Let $T,S$ be linear transformations, $T:\mathbb R^4 \rightarrow \mathbb R^4$, such that $T^3+3T^2=4I, S=T^4+3T^3-4I$. Then S is:
- one-one but not onto
- onto but not one one
- invertible
- non-invertible
(One or more correct options)
My attempt: $S=T^4+3T^3-4I=T(T^3+3T^2)-4I=T(4I)-4I=4T-4I$
How do I go about proving or disproving my options?
My thoughts on options # 1. and 2.: I'm guessing $S$ is one-one if $Ker(S)=\theta$ is one way to go, but how do I obtain the kernel when I don't know what the transformation is? $Ker(S)=\theta$ if $T=I$, which does satisfy $T^3+3T^2=4I$. But so can other $T$s.
My thoughts on options # 3. and 4.: $S$ is invertible if $det(S)\neq0$, which is possible $det(T-I)\neq0$, i.e. $T\neq I$. How do I show that?
Please help!
You have correctly deduced that $S = 4(T-I)$.

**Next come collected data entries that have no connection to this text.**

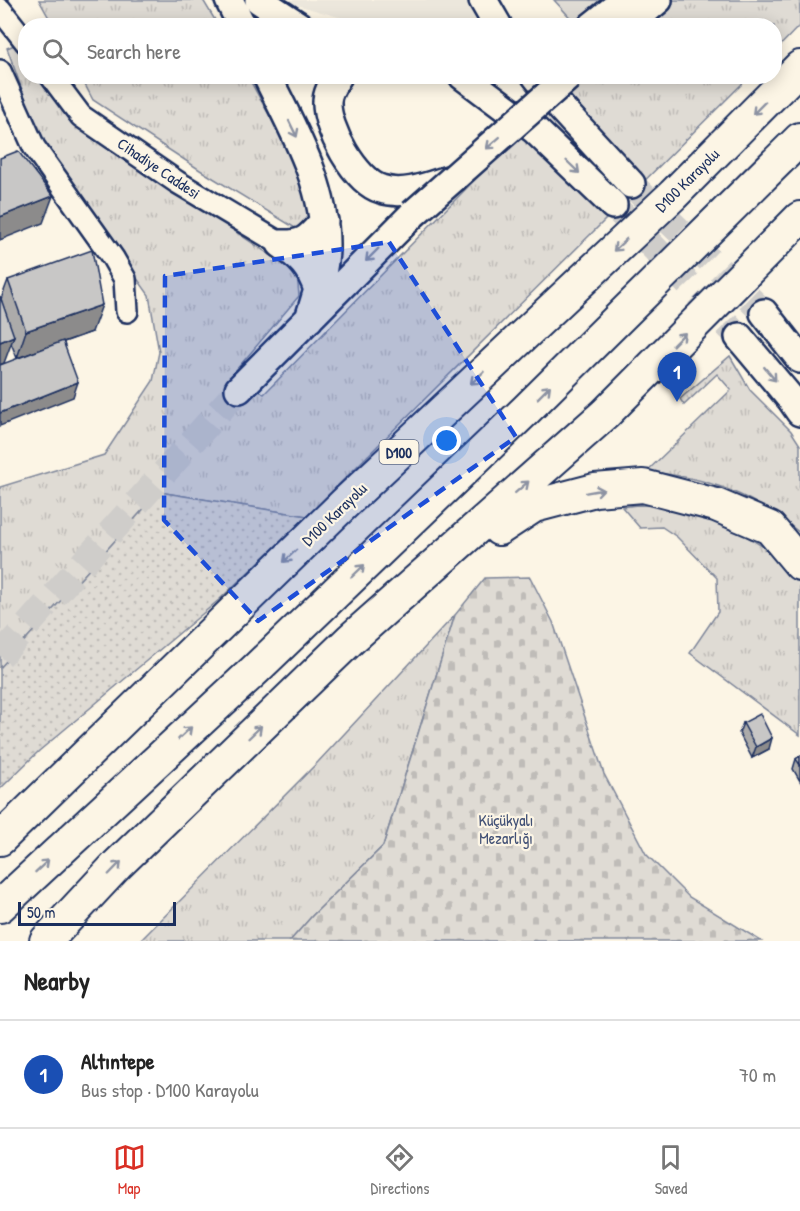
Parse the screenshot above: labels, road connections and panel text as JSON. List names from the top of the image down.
{
  "streets": {
    "highway": ["D100 Karayolu", "D100"],
    "street": ["Cihadiye Caddesi"]
  },
  "parks": ["Küçükyalı Mezarlığı"],
  "scale_bar": "50 m",
  "page": {
    "search": "Search here",
    "pins": "1",
    "scale": "50 m",
    "heading": "Nearby",
    "list": [
      {
        "mark": "1",
        "name": "Altıntepe",
        "note": "Bus stop · D100 Karayolu",
        "value": "70 m"
      }
    ],
    "nav": ["Map", "Directions", "Saved"]
  }
}
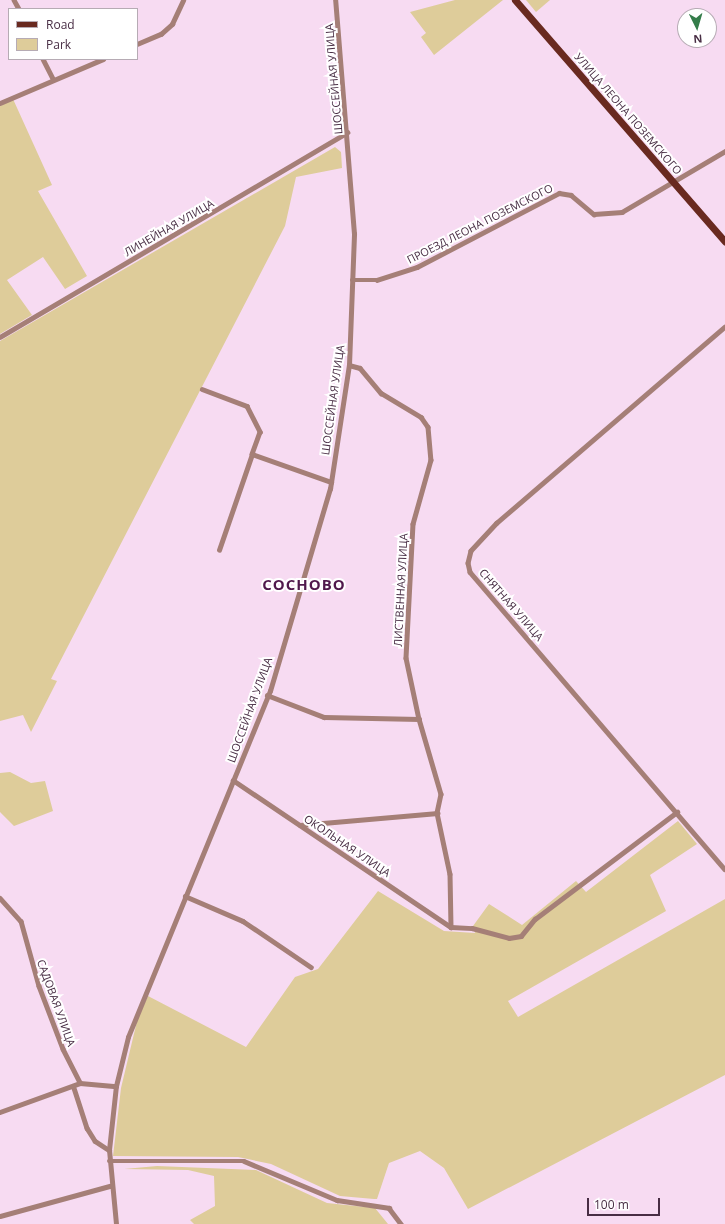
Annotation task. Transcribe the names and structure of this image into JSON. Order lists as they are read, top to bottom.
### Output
{
  "streets": {
    "main road": ["УЛИЦА ЛЕОНА ПОЗЕМСКОГО"],
    "street": [
      "ШОССЕЙНАЯ УЛИЦА",
      "ПРОЕЗД ЛЕОНА ПОЗЕМСКОГО",
      "ЛИНЕЙНАЯ УЛИЦА",
      "ЛИСТВЕННАЯ УЛИЦА",
      "СНЯТНАЯ УЛИЦА",
      "ОКОЛЬНАЯ УЛИЦА",
      "САДОВАЯ УЛИЦА"
    ]
  },
  "crossings": [
    ["ШОССЕЙНАЯ УЛИЦА", "ПРОЕЗД ЛЕОНА ПОЗЕМСКОГО"],
    ["ШОССЕЙНАЯ УЛИЦА", "ЛИНЕЙНАЯ УЛИЦА"],
    ["ШОССЕЙНАЯ УЛИЦА", "ЛИСТВЕННАЯ УЛИЦА"],
    ["ШОССЕЙНАЯ УЛИЦА", "ОКОЛЬНАЯ УЛИЦА"],
    ["УЛИЦА ЛЕОНА ПОЗЕМСКОГО", "ПРОЕЗД ЛЕОНА ПОЗЕМСКОГО"],
    ["ЛИСТВЕННАЯ УЛИЦА", "ОКОЛЬНАЯ УЛИЦА"]
  ],
  "districts": ["СОСНОВО"],
  "legend": ["Road", "Park"],
  "scale_bar": "100 m",
  "north": "bottom"
}
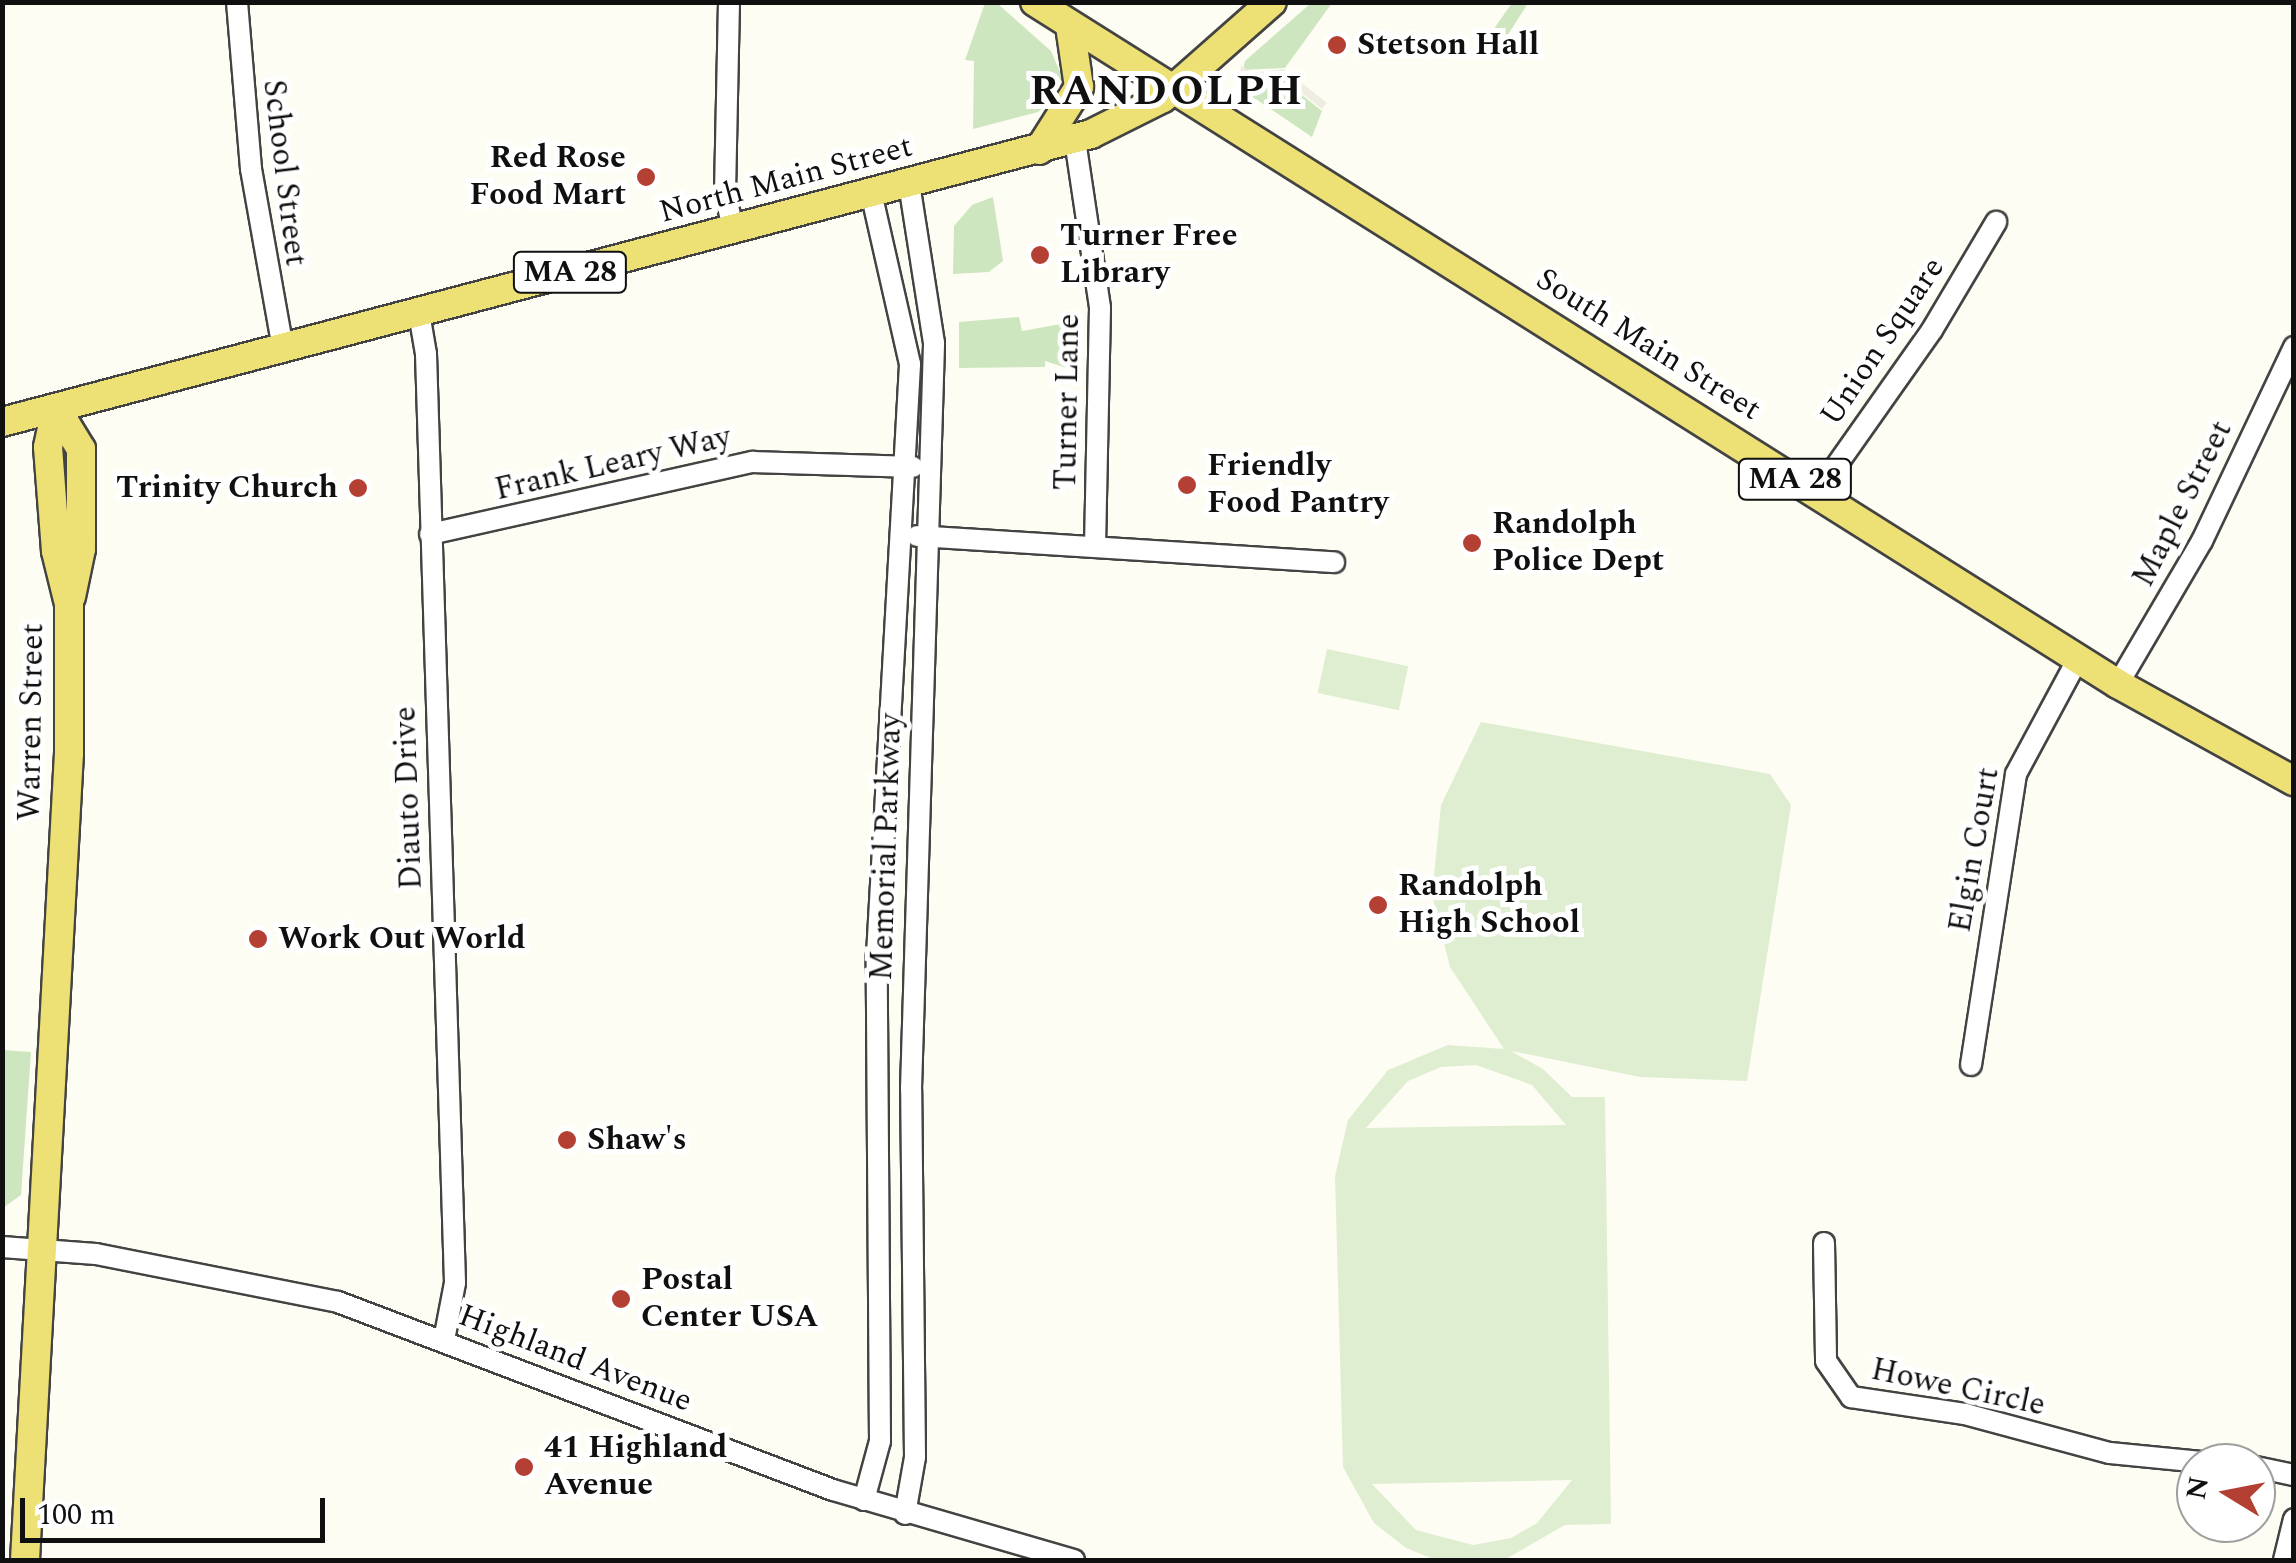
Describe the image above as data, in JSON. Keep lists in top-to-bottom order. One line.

It follows that $S$ is invertible if and only if $1$ is not an eigenvalue of $T$. From the question, we do not have enough information to deduce whether this is the case.
Note that the first two options will never hold for an endomorphism on a finite dimensional space.
In case that there is a typo, and that $S=T^4+3T^3-4T$, we have a clear answer, i.e., $S=T(T^3+3T^2-4I)=T\cdot 0=0$. Then $1.,2.,3.$ are false, but $4.$ is correct. (Note that $I$ and $T$ can look very similar for certain fonts, or handwritten notes).